##### Data for analysis
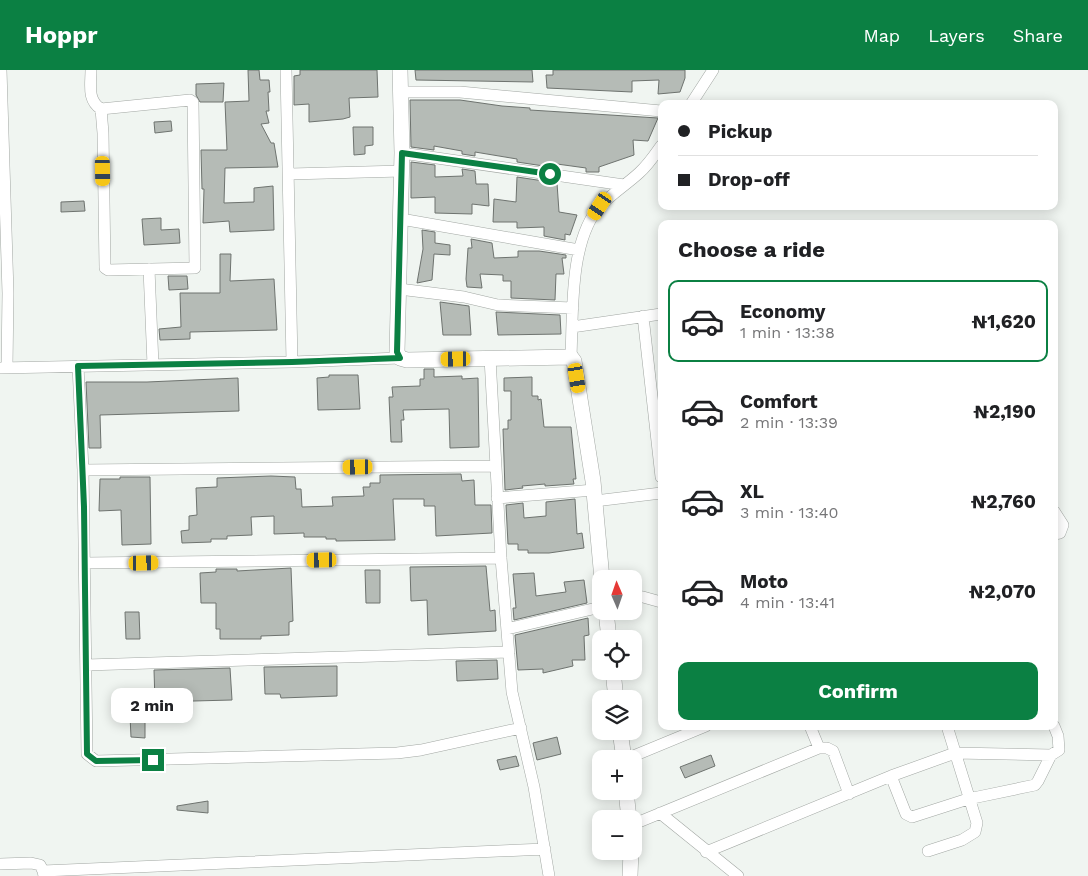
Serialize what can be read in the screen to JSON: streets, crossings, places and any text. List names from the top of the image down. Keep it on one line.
{"north":"top","page":{"header":"Hoppr","nav":["Map","Layers","Share"],"banner":["Pickup","Drop-off"],"heading":"Choose a ride","list":[{"name":"Economy","note":"1 min · 13:38","value":"₦1,620"},{"name":"Comfort","note":"2 min · 13:39","value":"₦2,190"},{"name":"XL","note":"3 min · 13:40","value":"₦2,760"},{"name":"Moto","note":"4 min · 13:41","value":"₦2,070"}],"map_buttons":["+","−"],"buttons":"Confirm","bubble":"2 min"}}
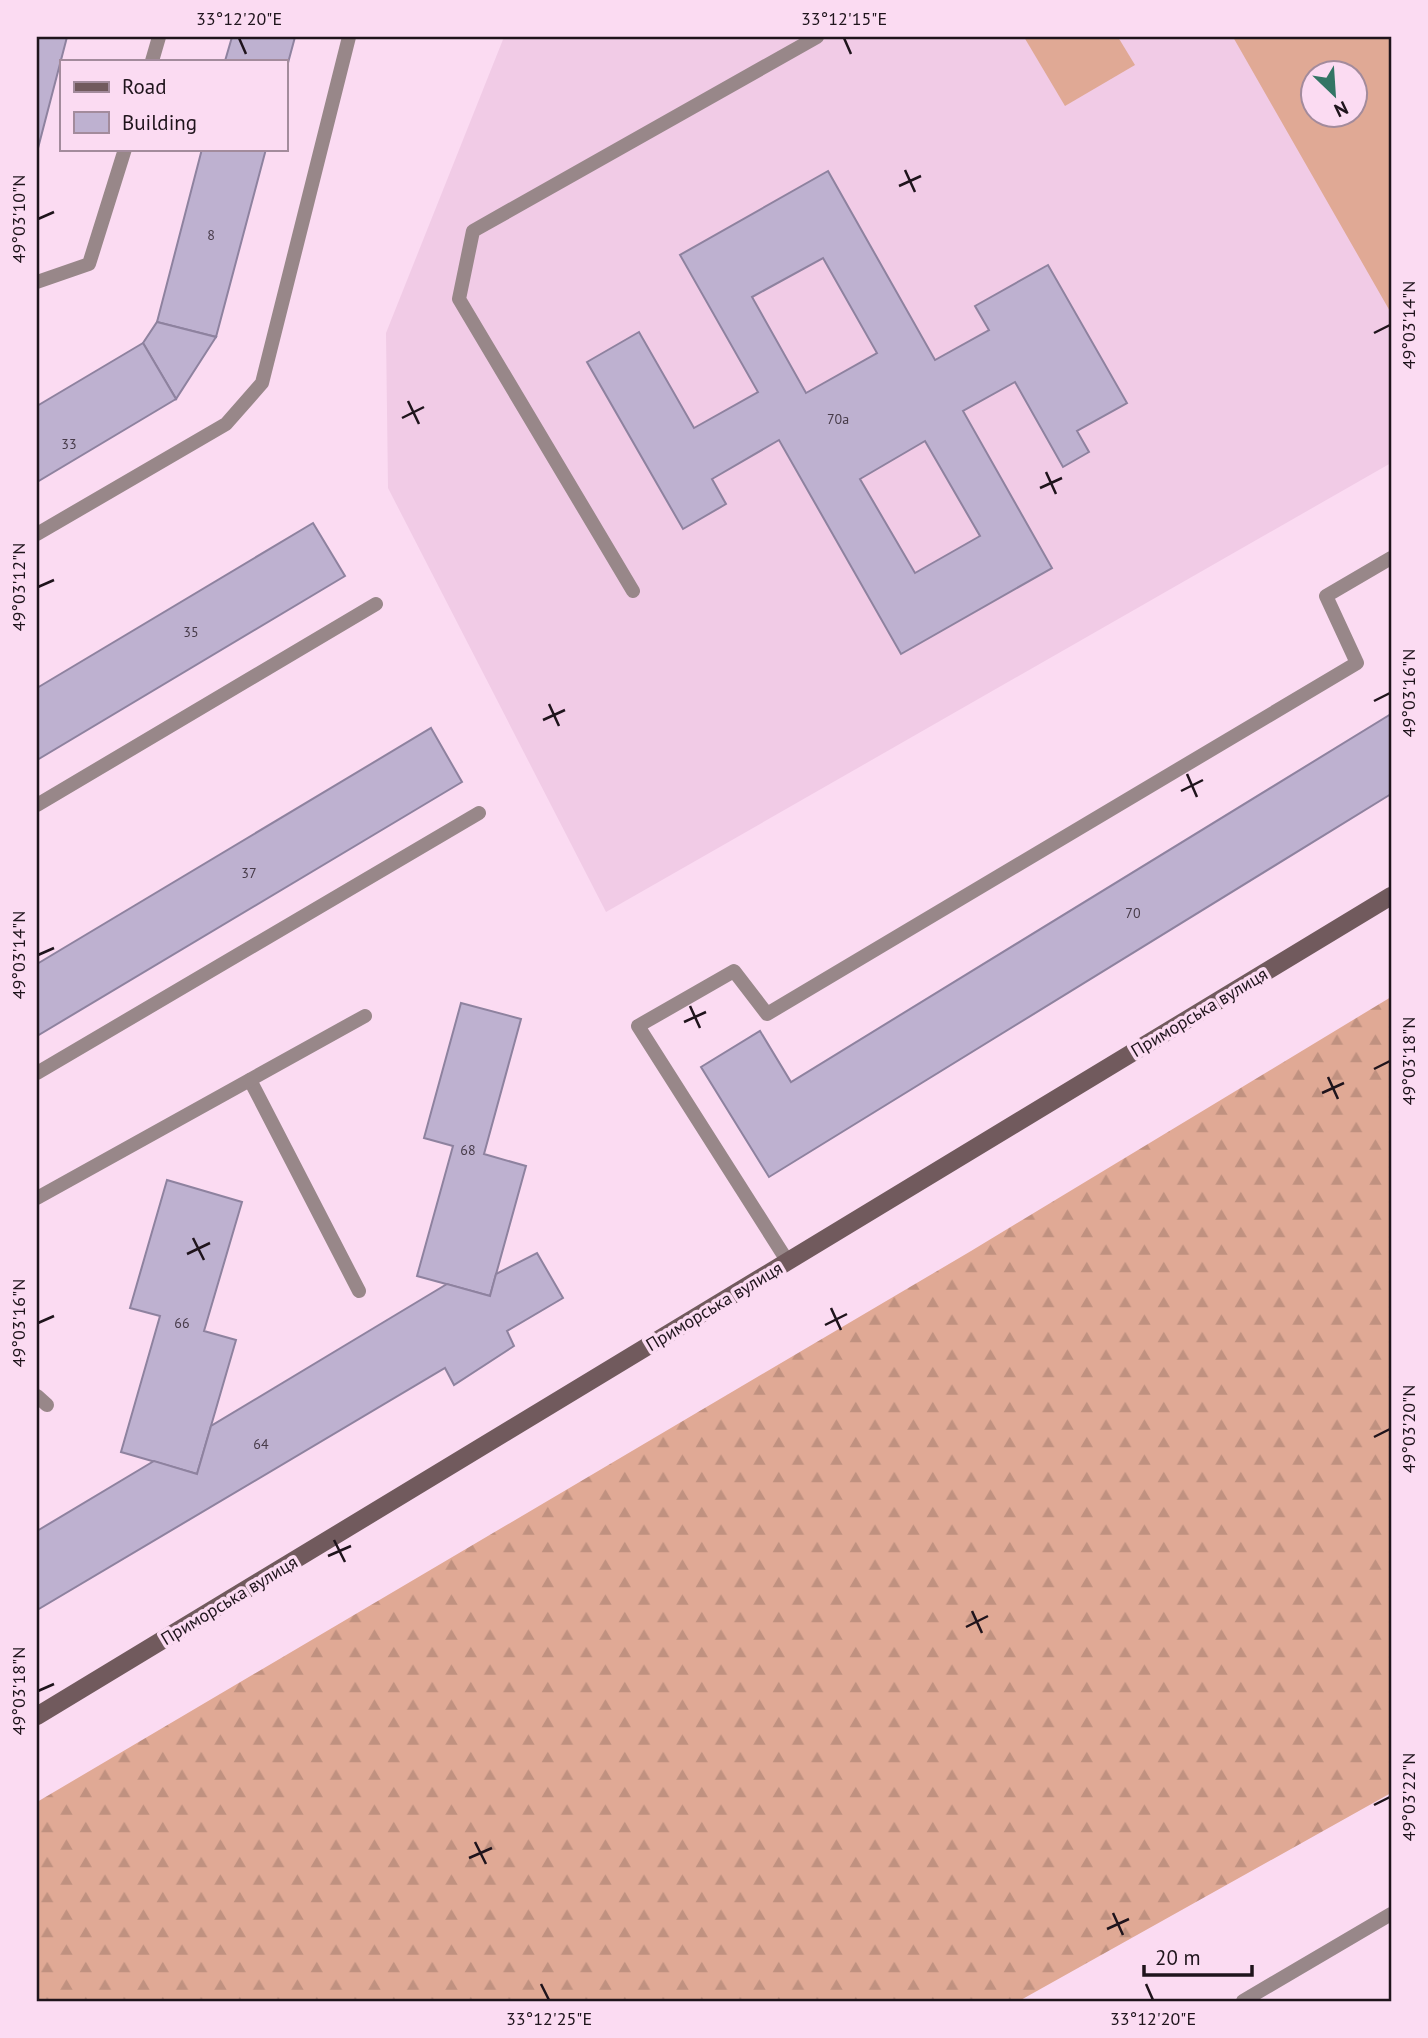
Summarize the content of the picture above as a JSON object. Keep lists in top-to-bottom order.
{
  "streets": {
    "street": ["Приморська вулиця"]
  },
  "house_numbers": [
    "8",
    "70а",
    "33",
    "35",
    "37",
    "70",
    "68",
    "66",
    "64"
  ],
  "legend": ["Road", "Building"],
  "scale_bar": "20 m",
  "north": "bottom right",
  "coordinates": [
    "33°12'20\"E",
    "33°12'15\"E",
    "49°03'10\"N",
    "49°03'14\"N",
    "49°03'12\"N",
    "49°03'16\"N",
    "49°03'18\"N",
    "49°03'20\"N",
    "49°03'22\"N",
    "33°12'25\"E"
  ]
}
##########
*Work task*: Everything in the data above gets copied exactly. Only the pictures are skipped.

*Task output*:
Serialize what can be read in the screen to JSON: streets, crossings, places and any text. List names from the top of the image down. Keep it on one line.
{"north":"top","page":{"header":"Hoppr","nav":["Map","Layers","Share"],"banner":["Pickup","Drop-off"],"heading":"Choose a ride","list":[{"name":"Economy","note":"1 min · 13:38","value":"₦1,620"},{"name":"Comfort","note":"2 min · 13:39","value":"₦2,190"},{"name":"XL","note":"3 min · 13:40","value":"₦2,760"},{"name":"Moto","note":"4 min · 13:41","value":"₦2,070"}],"map_buttons":["+","−"],"buttons":"Confirm","bubble":"2 min"}}
Summarize the content of the picture above as a JSON object. Keep lists in top-to-bottom order.
{
  "streets": {
    "street": ["Приморська вулиця"]
  },
  "house_numbers": [
    "8",
    "70а",
    "33",
    "35",
    "37",
    "70",
    "68",
    "66",
    "64"
  ],
  "legend": ["Road", "Building"],
  "scale_bar": "20 m",
  "north": "bottom right",
  "coordinates": [
    "33°12'20\"E",
    "33°12'15\"E",
    "49°03'10\"N",
    "49°03'14\"N",
    "49°03'12\"N",
    "49°03'16\"N",
    "49°03'18\"N",
    "49°03'20\"N",
    "49°03'22\"N",
    "33°12'25\"E"
  ]
}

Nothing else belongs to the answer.